How To Make Your Own Reusable Pad
Although it is possible to buy reusable pads in shops and online, Hope Spring works directly with schools and communities to teach women and girls how to make them themselves. Not only is this more cost-effective, but it also teaches a skill that can be re-taught and passed down through generations. The rest of this article will show a step-by-step breakdown of how to make your own reusable period pad as well as how to keep it clean and sanitary.
Materials used in making a reusable pad:
- Fabric (cotton, linen, hemp, flannel, fleece or any other fabrics which are safe to touch skin)
- Absorbent fabric (flannel, cotton or bamboo fleece, or any specially designed absorbent fabric e.g., Zorb)
- Snaps and tools to attach snaps (Velcro, clips and buttons are also practical options)
- Needle and thread or a sewing machine
- Pen and paper to create a pattern
How to make a reusable pad:
1. First start by making the stencil.
a. Trace around a panty liner on paper, allowing for a 1cm seam allowance and cut out. This will be the absorbent part of the pad.
b. To create the base portion with the wings, measure the pantyliner’s height, which is typically 23 cm. Then add a 19cm perpendicular line in the centre of this line.
c. Join the lines together to form a rounded diamond. Around this piece, add a 1 cm seam allowance.
d. Cut out two of the diamond pieces. Then from your absorbent fabric cut out as many pieces as needed to achieve the necessary absorbency.
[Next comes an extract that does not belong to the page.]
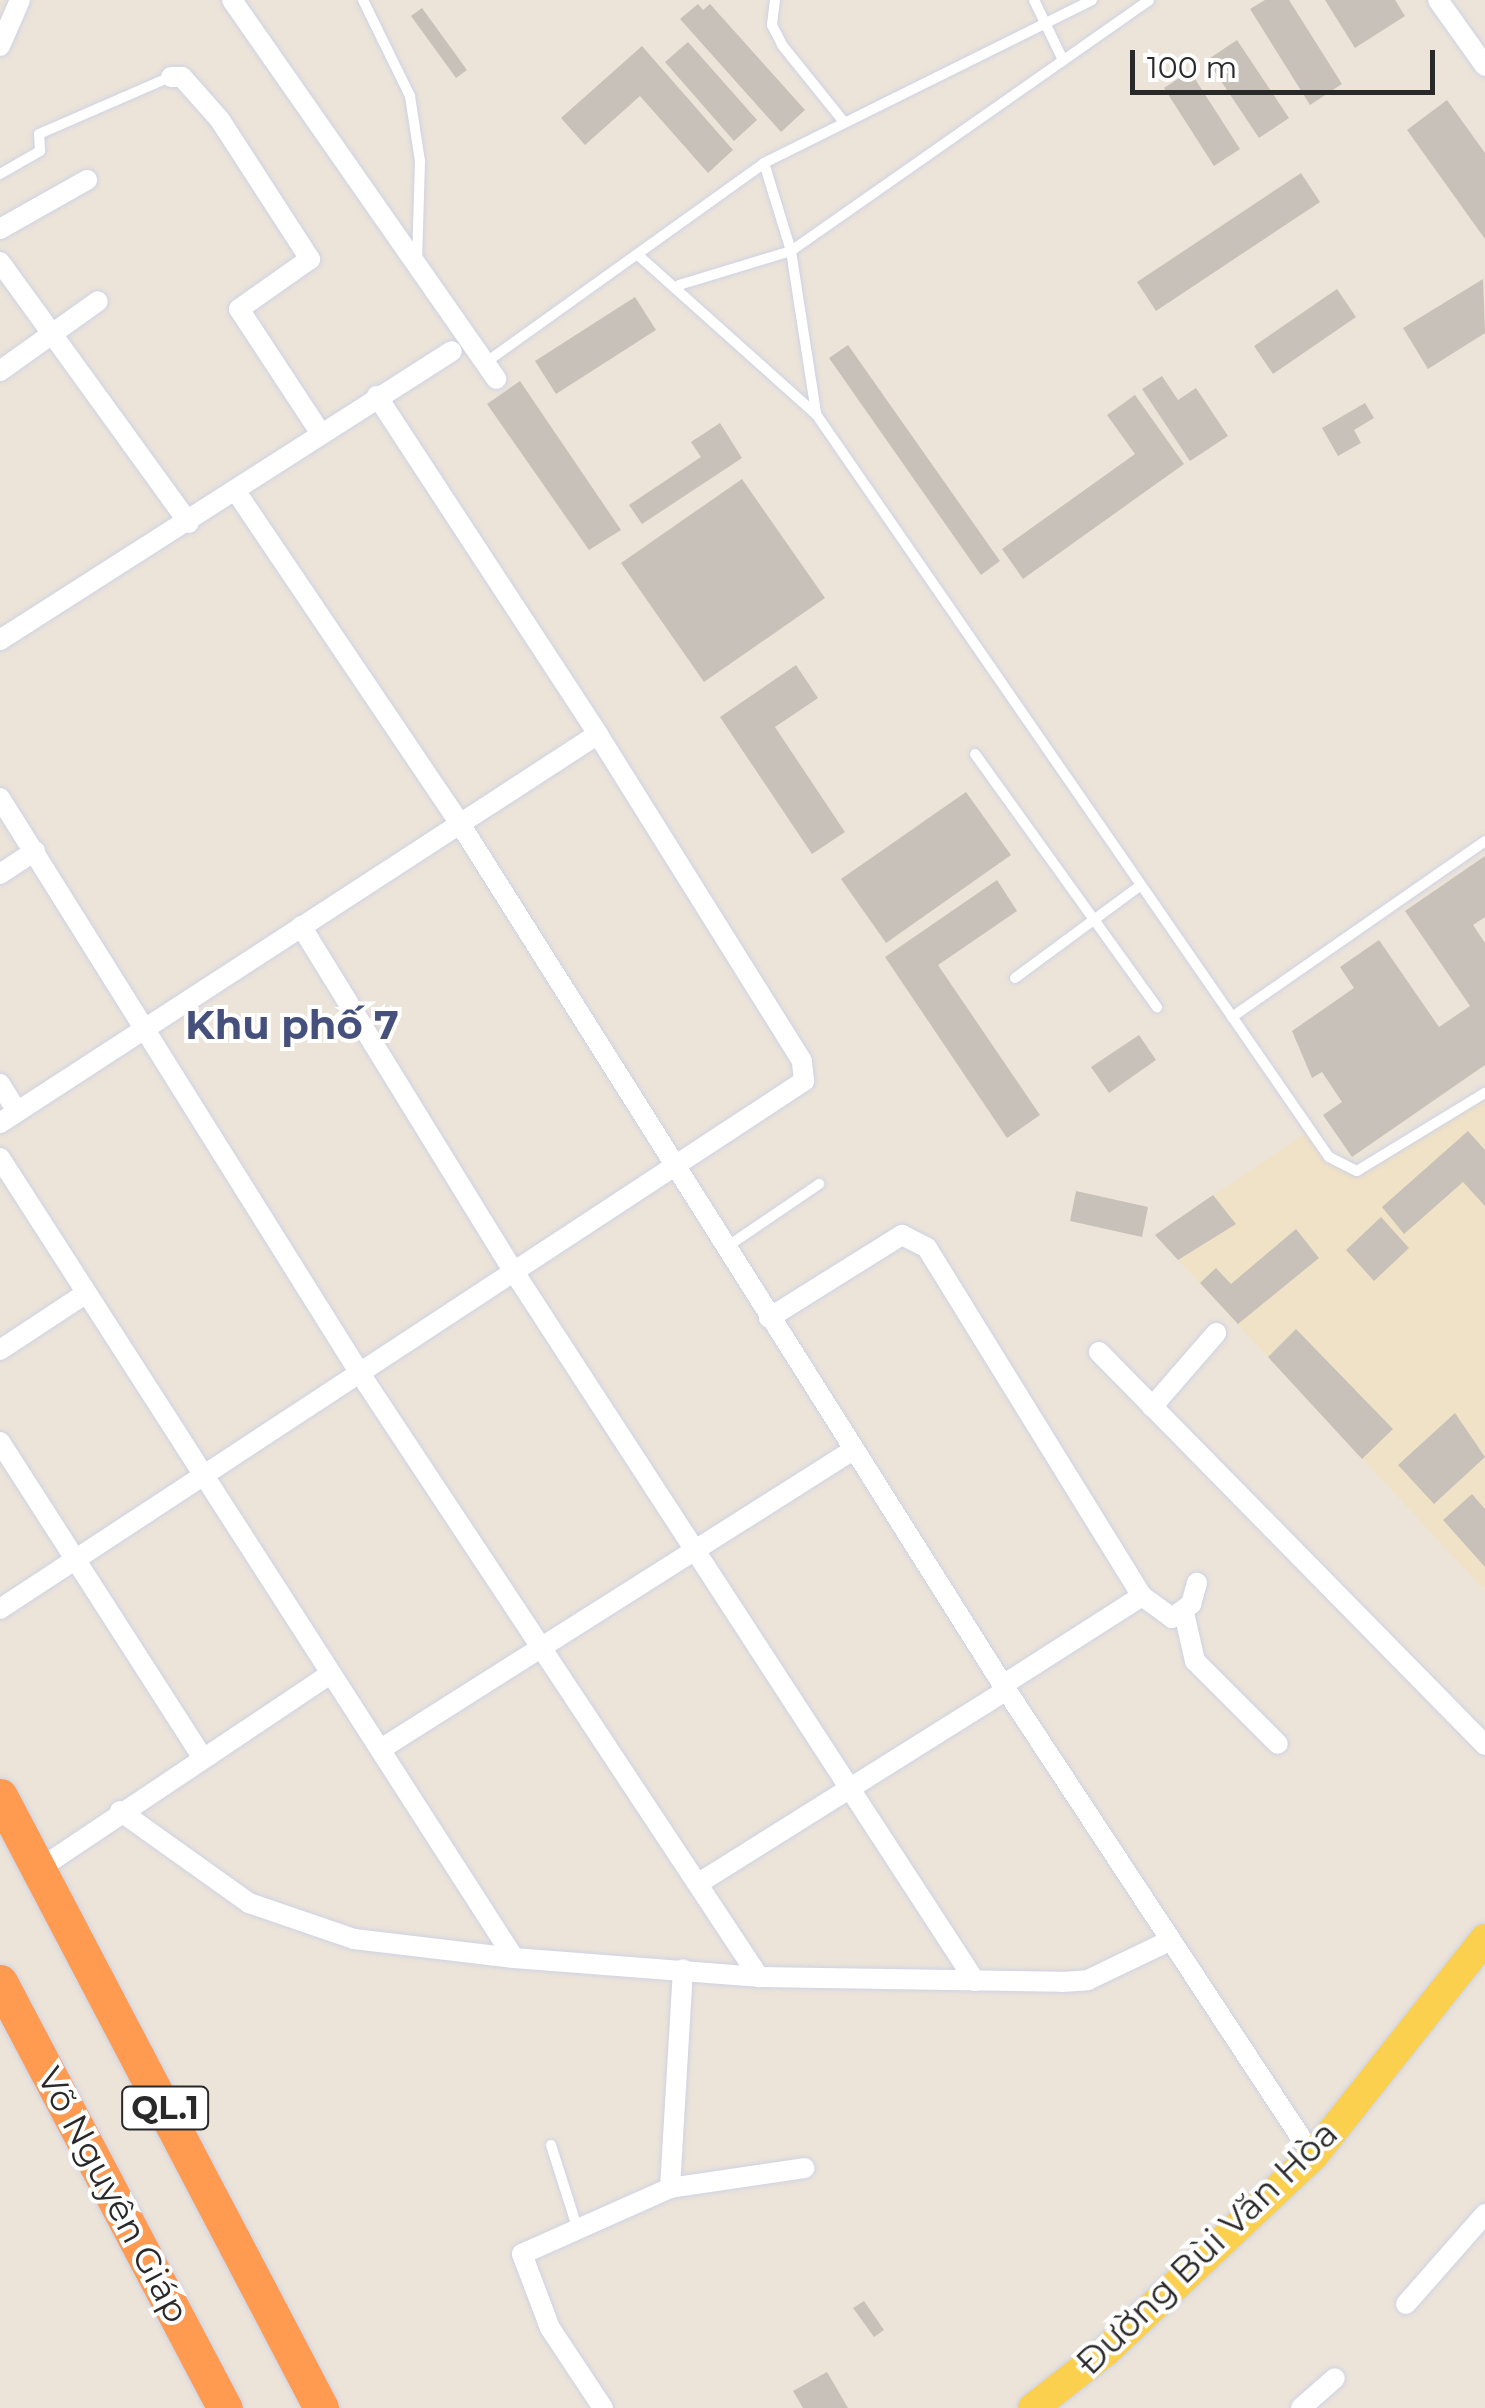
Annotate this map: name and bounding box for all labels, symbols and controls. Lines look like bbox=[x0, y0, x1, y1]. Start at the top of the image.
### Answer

e. There are also many stencils and patterns online with pre-made measurements which you can use.
2. Sew the two sections
a. To begin, put together the outer layers by sewing the two diamonds together at their borders with their right sides facing outward. Make a cut, then turn the right sides out.
b. Assemble the liner by piling the liner pieces on top of one another, right side up (this piece will touch your skin). To keep the layers together, use pins or clips. To cover the rough edges of the liner, stitch in a zigzag pattern.
3. Now to sew the pad together
a. Place the liner on top of the outer layer, right side up, to cover the slit. Pin or clip the two together then sew.
4. Attach snaps, Velcro or any other tying mechanism
How to keep a reusable pad clean:
To ensure your reusable pad lasts as long as it can, it is important to keep it clean.
It is possible to hand wash your pads. Rinse under cold running water once removed. You can also allow them to soak in a bath of cold water to remove stubborn stains. When finished rinsing, give them a deep clean with soap. You can use anything antibacterial, such as handwash, bar soap, detergent, or sensitive face and body wash.
Another effective way to wash them is in a washing machine. Before putting them in, make sure to rinse them separately from the other laundry. Wash at a low temperature with detergent. Ensure not to use fabric softener, as this will decrease the absorbency over time by leaving a residue on the fabrics.
After washing, leave it to air dry. Air drying is the preferred drying method since not only does it prevent shrinkage and keep your pads in better condition, but it is also more environmentally friendly since it uses less energy and does not remove fibres or any microplastics that are present in the fabrics.